● Input data:
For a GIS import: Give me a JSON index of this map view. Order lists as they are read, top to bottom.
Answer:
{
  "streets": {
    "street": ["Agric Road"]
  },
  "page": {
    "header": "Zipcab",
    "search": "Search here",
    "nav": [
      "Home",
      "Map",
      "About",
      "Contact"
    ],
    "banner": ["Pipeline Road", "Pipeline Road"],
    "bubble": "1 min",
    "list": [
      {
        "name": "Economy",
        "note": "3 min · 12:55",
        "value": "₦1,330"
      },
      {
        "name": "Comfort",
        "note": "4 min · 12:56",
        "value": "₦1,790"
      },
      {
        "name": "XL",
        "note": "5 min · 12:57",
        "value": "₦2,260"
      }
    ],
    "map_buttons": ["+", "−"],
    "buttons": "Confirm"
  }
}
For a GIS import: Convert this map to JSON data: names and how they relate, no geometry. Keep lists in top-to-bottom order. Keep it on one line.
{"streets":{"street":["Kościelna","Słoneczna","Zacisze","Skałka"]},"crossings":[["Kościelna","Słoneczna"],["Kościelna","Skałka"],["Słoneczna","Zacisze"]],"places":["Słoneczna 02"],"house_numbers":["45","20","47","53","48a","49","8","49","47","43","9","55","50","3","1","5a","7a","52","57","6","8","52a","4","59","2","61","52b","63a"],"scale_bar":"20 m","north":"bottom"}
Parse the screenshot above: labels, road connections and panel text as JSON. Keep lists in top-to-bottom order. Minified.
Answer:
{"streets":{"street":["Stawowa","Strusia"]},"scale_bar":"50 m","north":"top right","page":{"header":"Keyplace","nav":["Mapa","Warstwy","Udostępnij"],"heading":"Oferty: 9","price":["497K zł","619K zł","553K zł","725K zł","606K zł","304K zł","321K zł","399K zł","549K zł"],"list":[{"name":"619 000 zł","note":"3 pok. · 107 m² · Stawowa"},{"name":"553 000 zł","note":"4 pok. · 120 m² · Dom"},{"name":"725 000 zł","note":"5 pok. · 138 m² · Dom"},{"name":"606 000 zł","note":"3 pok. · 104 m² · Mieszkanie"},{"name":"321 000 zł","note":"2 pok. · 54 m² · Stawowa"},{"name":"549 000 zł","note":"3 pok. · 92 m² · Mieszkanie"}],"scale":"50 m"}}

● Exercise: Each record above is to be reproduced verbatim.

● Result:
For a GIS import: Give me a JSON index of this map view. Order lists as they are read, top to bottom.
Answer:
{
  "streets": {
    "street": ["Agric Road"]
  },
  "page": {
    "header": "Zipcab",
    "search": "Search here",
    "nav": [
      "Home",
      "Map",
      "About",
      "Contact"
    ],
    "banner": ["Pipeline Road", "Pipeline Road"],
    "bubble": "1 min",
    "list": [
      {
        "name": "Economy",
        "note": "3 min · 12:55",
        "value": "₦1,330"
      },
      {
        "name": "Comfort",
        "note": "4 min · 12:56",
        "value": "₦1,790"
      },
      {
        "name": "XL",
        "note": "5 min · 12:57",
        "value": "₦2,260"
      }
    ],
    "map_buttons": ["+", "−"],
    "buttons": "Confirm"
  }
}
For a GIS import: Convert this map to JSON data: names and how they relate, no geometry. Keep lists in top-to-bottom order. Keep it on one line.
{"streets":{"street":["Kościelna","Słoneczna","Zacisze","Skałka"]},"crossings":[["Kościelna","Słoneczna"],["Kościelna","Skałka"],["Słoneczna","Zacisze"]],"places":["Słoneczna 02"],"house_numbers":["45","20","47","53","48a","49","8","49","47","43","9","55","50","3","1","5a","7a","52","57","6","8","52a","4","59","2","61","52b","63a"],"scale_bar":"20 m","north":"bottom"}
Parse the screenshot above: labels, road connections and panel text as JSON. Keep lists in top-to-bottom order. Minified.
Answer:
{"streets":{"street":["Stawowa","Strusia"]},"scale_bar":"50 m","north":"top right","page":{"header":"Keyplace","nav":["Mapa","Warstwy","Udostępnij"],"heading":"Oferty: 9","price":["497K zł","619K zł","553K zł","725K zł","606K zł","304K zł","321K zł","399K zł","549K zł"],"list":[{"name":"619 000 zł","note":"3 pok. · 107 m² · Stawowa"},{"name":"553 000 zł","note":"4 pok. · 120 m² · Dom"},{"name":"725 000 zł","note":"5 pok. · 138 m² · Dom"},{"name":"606 000 zł","note":"3 pok. · 104 m² · Mieszkanie"},{"name":"321 000 zł","note":"2 pok. · 54 m² · Stawowa"},{"name":"549 000 zł","note":"3 pok. · 92 m² · Mieszkanie"}],"scale":"50 m"}}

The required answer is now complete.